Intermittent problem processing XML file

Recommended Posts

I am having an intermittent issue processing XML files. The XML file contains 1 <Entities> node and multiple <Entity> nodes.

<?xml version="1.0"?>
<Entities>
  <Entity RecordType="Emerson.CSI.DataImport.MHM.WaveFormData">
    <Property Name="LastWrite_User" IsReadOnly="False" ValueType="System.Int32">42</Property>
    <Property Name="LastWrite_Time_as_String" IsReadOnly="True" ValueType="System.String">4/4/2019 5:21:20 AM</Property>
    <Property Name="LastWrite_Time_as_UInt" IsReadOnly="False" ValueType="System.UInt32">1554373280</Property>
    <Property Name="LastWrite_Time" IsReadOnly="False" ValueType="System.DateTime">4/4/2019 5:21:20 AM</Property>
    <Property Name="LastWrite_ProgramID" IsReadOnly="False" ValueType="System.Int16">37</Property>
    <Property Name="ExpertCode" IsReadOnly="False" ValueType="System.SByte">0</Property>
    <Property Name="ActualDate_as_UInt" IsReadOnly="False" ValueType="System.UInt32">1554373251</Property>
    <Property Name="ActualDate" IsReadOnly="False" ValueType="System.DateTime">4/4/2019 5:20:51 AM</Property>
    <Property Name="UnitsString" IsReadOnly="False" ValueType="System.String">
    </Property>
  </Entity>
  <Entity RecordType="Emerson.CSI.DataImport.MHM.SpectraData">
    <Property Name="LastWrite_User" IsReadOnly="False" ValueType="System.Int32">42</Property>
    <Property Name="LastWrite_Time_as_String" IsReadOnly="True" ValueType="System.String">4/4/2019 5:21:20 AM</Property>
    <Property Name="LastWrite_Time_as_UInt" IsReadOnly="False" ValueType="System.UInt32">1554373280</Property>
    <Property Name="LastWrite_Time" IsReadOnly="False" ValueType="System.DateTime">4/4/2019 5:21:20 AM</Property>
    <Property Name="LastWrite_ProgramID" IsReadOnly="False" ValueType="System.Int16">37</Property>
    <Property Name="IsTruePeak" IsReadOnly="False" ValueType="System.Boolean">False</Property>
    <Property Name="IsDigitalOverall" IsReadOnly="False" ValueType="System.Boolean">False</Property>
    <Property Name="IsZoom" IsReadOnly="False" ValueType="System.Boolean">False</Property>
    <Property Name="IsDigitallyIntegrated" IsReadOnly="False" ValueType="System.Boolean">False</Property>
    <Property Name="IsAWeighted" IsReadOnly="False" ValueType="System.Boolean">False</Property>
    <Property Name="Is3rdOctave" IsReadOnly="False" ValueType="System.Boolean">False</Property>
    <Property Name="CollectedInAnalyzeMode" IsReadOnly="False" ValueType="System.Boolean">False</Property>
    <Property Name="AnalysisFlag" IsReadOnly="False" ValueType="System.Int16">0</Property>
    <Property Name="OwningDCS" IsReadOnly="False" ValueType="System.Int32">4203</Property>
    <Property Name="ContinuationRecord" IsReadOnly="False" ValueType="System.Int32">1365089</Property>
  </Entity>
</Entities>

I would like to break up the XML file so that each XML file has only one <Entity> node.

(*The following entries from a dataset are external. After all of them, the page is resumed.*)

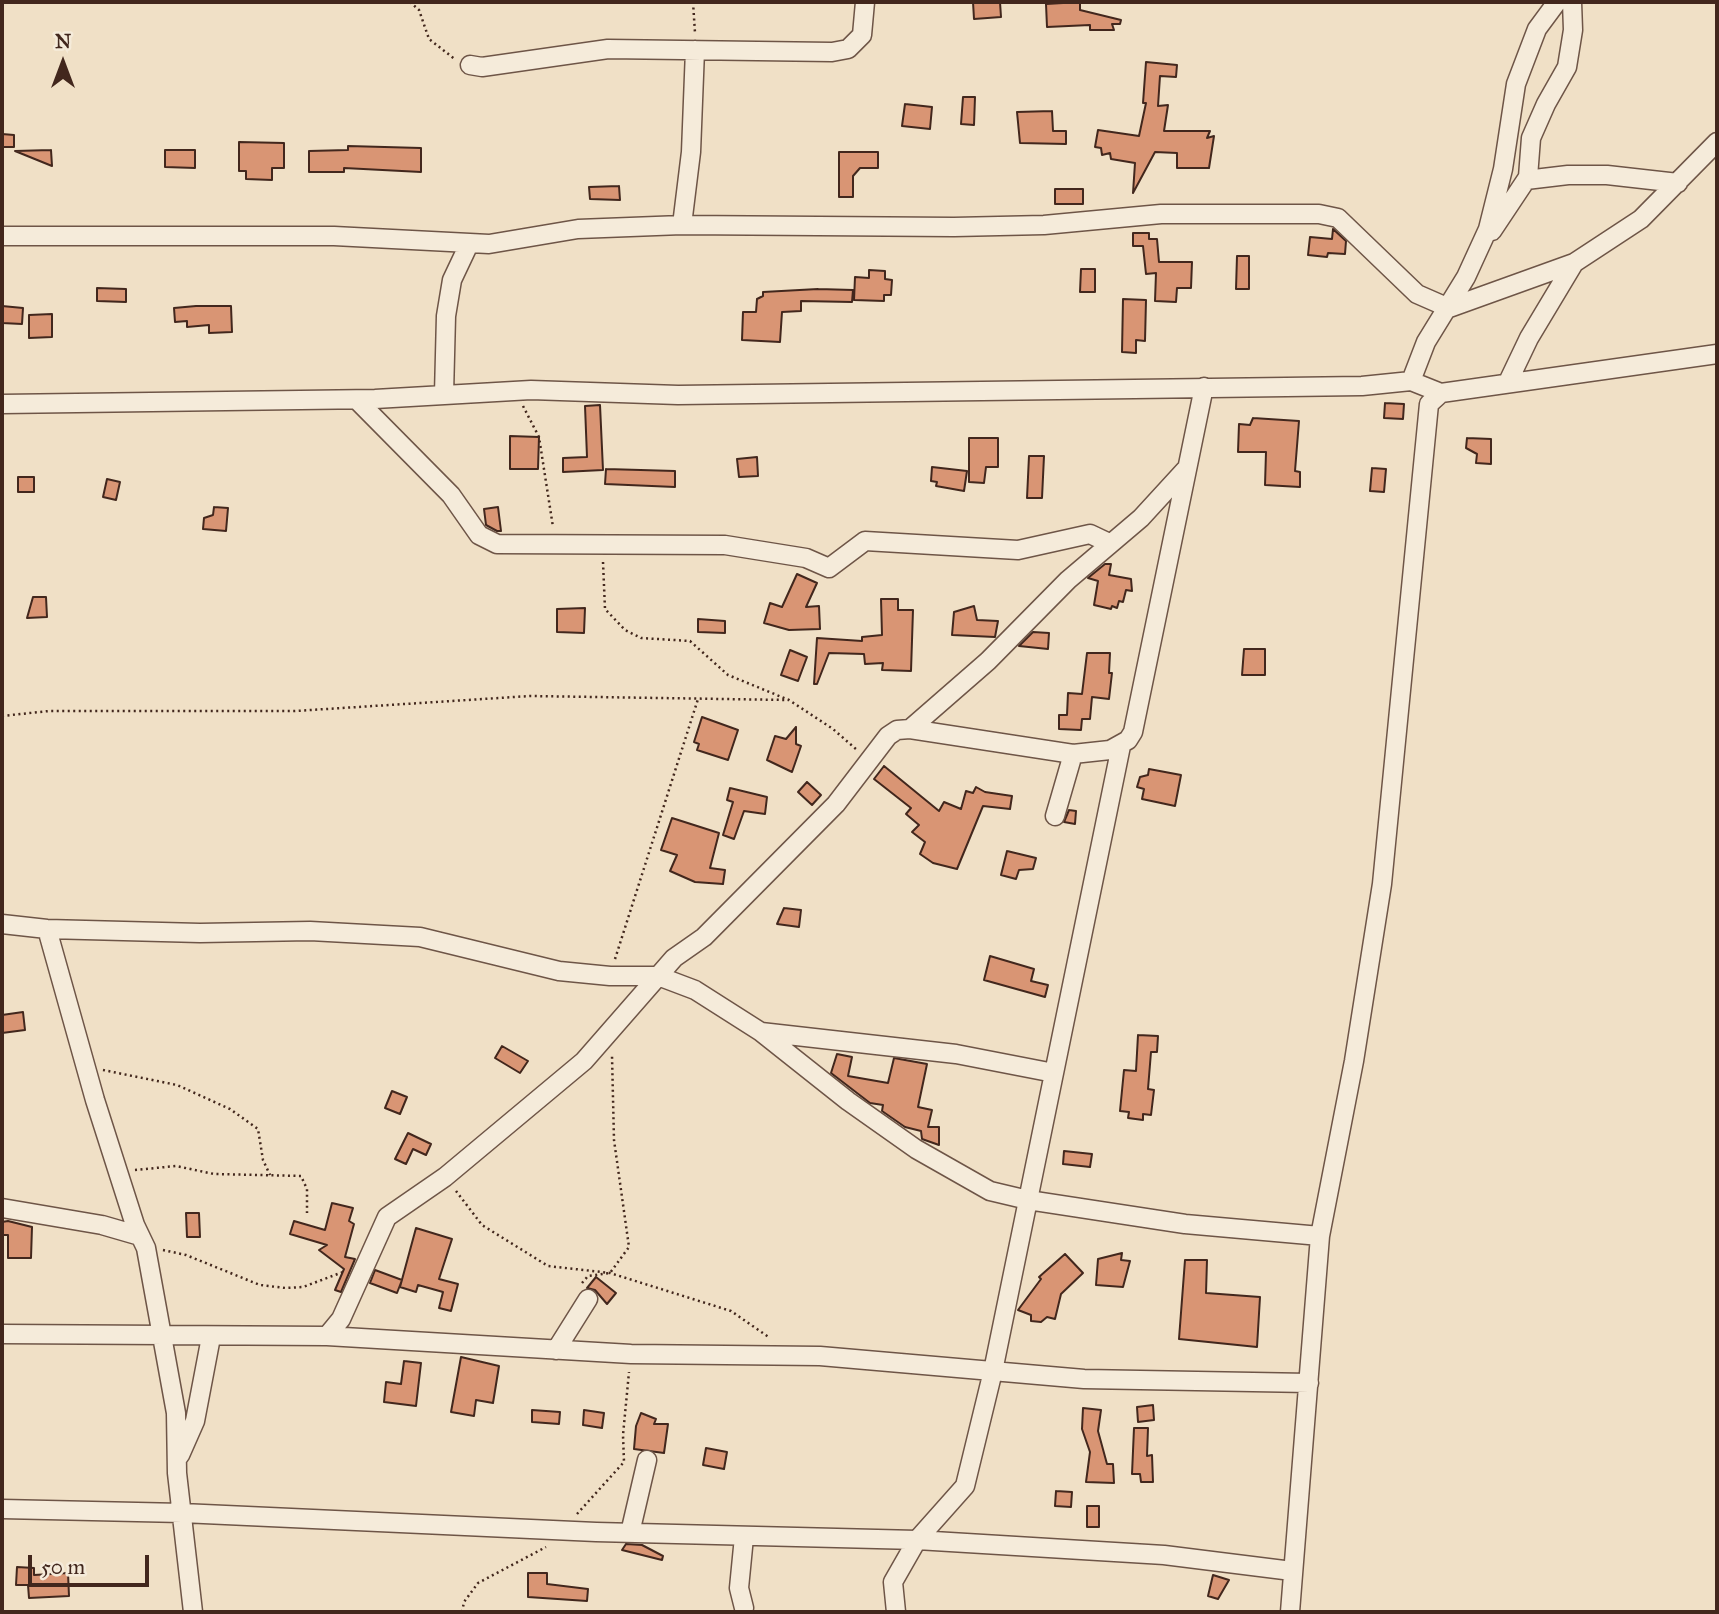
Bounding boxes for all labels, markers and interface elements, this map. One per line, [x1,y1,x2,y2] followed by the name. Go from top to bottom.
[28,28,98,98] north arrow
[55,30,71,53] text: N
[32,1540,152,1584] scale bar
[41,1554,85,1580] text: 50 m

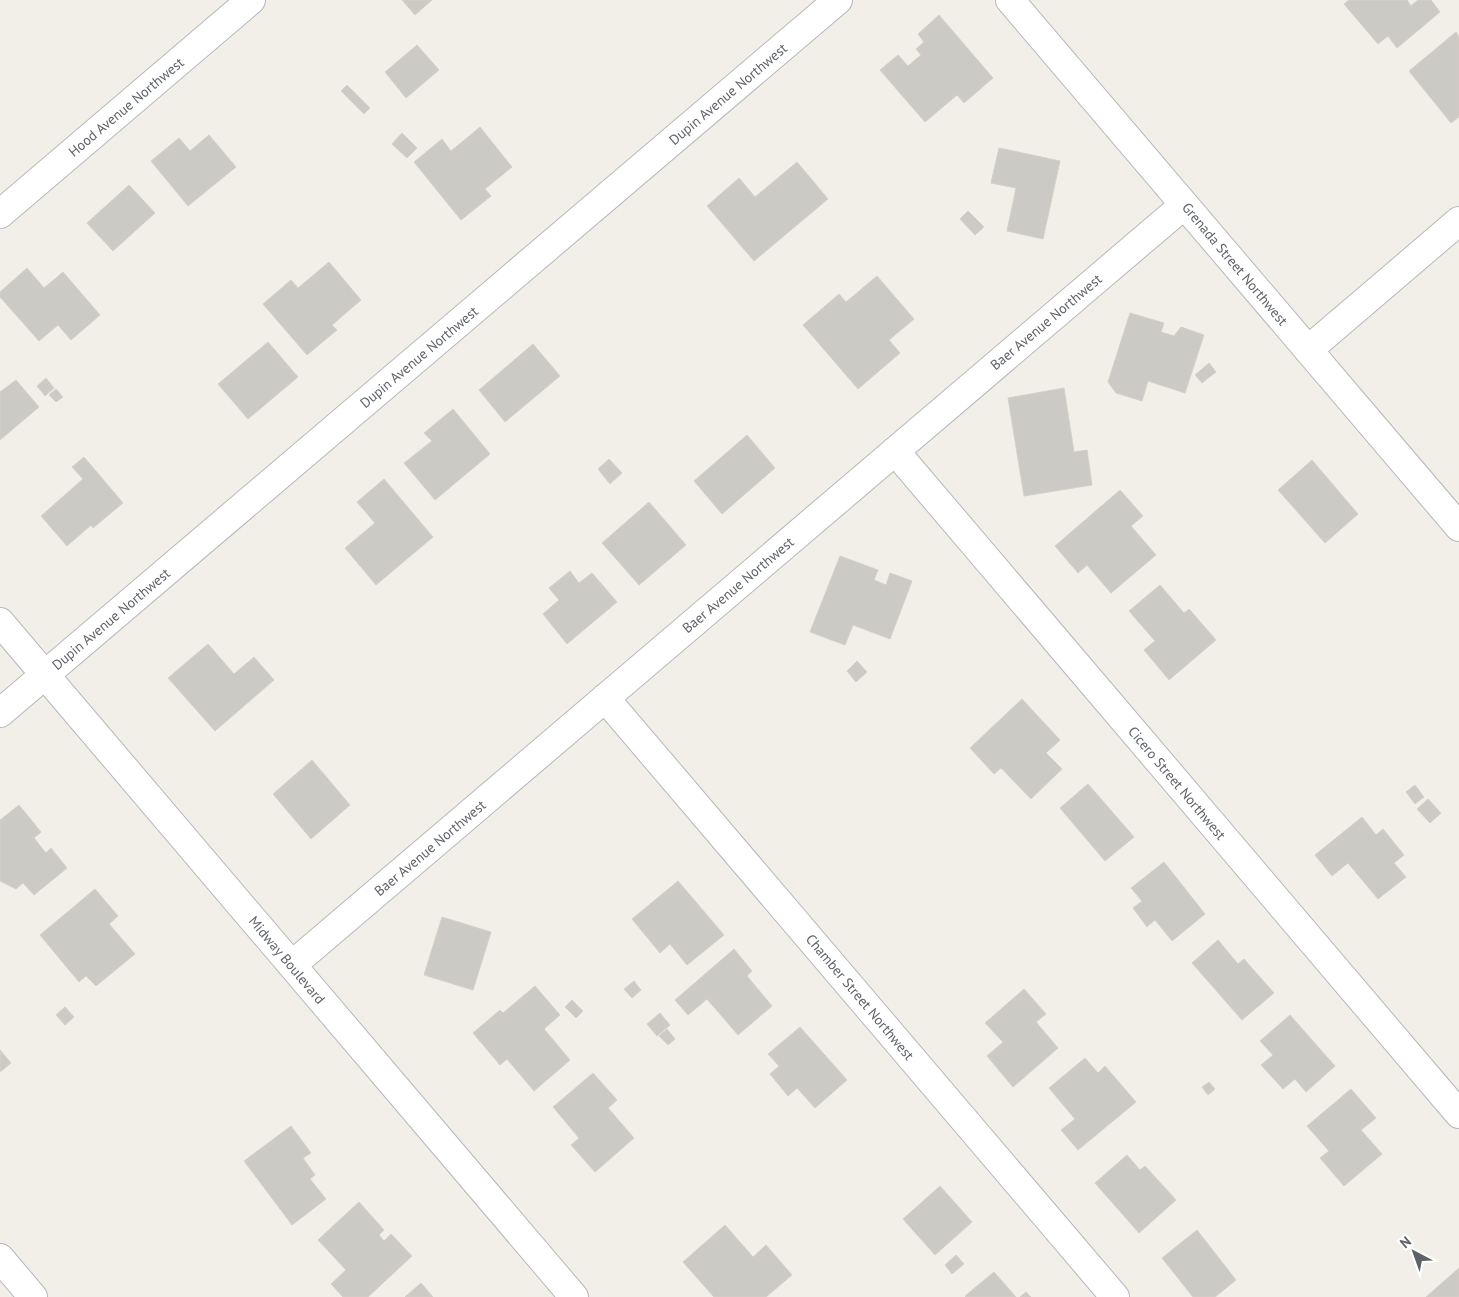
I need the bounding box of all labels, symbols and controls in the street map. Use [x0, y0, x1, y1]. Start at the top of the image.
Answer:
street label: Dupin Avenue Northwest [665, 39, 791, 149]
street label: Hood Avenue Northwest [65, 53, 188, 161]
street label: Grenada Street Northwest [1178, 199, 1292, 329]
street label: Baer Avenue Northwest [987, 270, 1106, 374]
street label: Dupin Avenue Northwest [356, 302, 482, 412]
street label: Baer Avenue Northwest [679, 533, 798, 637]
street label: Dupin Avenue Northwest [48, 564, 174, 674]
street label: Cicero Street Northwest [1124, 723, 1230, 844]
street label: Baer Avenue Northwest [371, 796, 490, 900]
street label: Midway Boulevard [245, 912, 329, 1008]
street label: Chamber Street Northwest [802, 930, 918, 1064]
north arrow [1389, 1227, 1439, 1277]
text: N [1396, 1232, 1415, 1252]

I used recommendations form another user to break the files apart. Conceptually easy

  1. Open XML file 
  2.  Verify that the minimum bits are there
  3. Select the <Entity> nodes
  4. Create a new XML file for each <Entity> node
Func BreakXMLFileApart($sFileXML)
    Local $oXmlDoc
    Local $aAttributes
    Local $oProperties
    Local $oProperty
    Local $oNode
    Local $iNodeCount
    Local $sString
    Local $i
    Local $cnt
    Local $sDrive, $sDir, $sFilename, $sExtension

    Local $aPathSplit = _PathSplit($sFileXML, $sDrive, $sDir, $sFilename, $sExtension)

    ;Create XML Document object and load XML file

    $oXmlDoc = _XML_CreateDOMDocument(Default)
    _XML_Load($oXmlDoc, $sFileXML) ;<== ENTER XML FILE PATH HERE
    If @error Then
        _WriteErrorLog(StringFormat("_XML_load error - @error = %s", @error) & @CRLF)
        _WriteErrorLog("-" & $sFileXML & " - Moved to Problem Folder")
         MoveFileToSubFolder($sFileXML, $ProblemFolder)
        return 1
    EndIf

    ;If no specified nodes exist, log error and exit
    If Not _XML_NodeExists($oXmlDoc, "//Entity") Then
        ;        ConsoleWrite("No specified nodes exist" & @CRLF)
        return 1
    EndIf
    ;Get number of Entity nodes
    $iNodeCount = _XML_GetNodesCount($oXmlDoc, "//Entity")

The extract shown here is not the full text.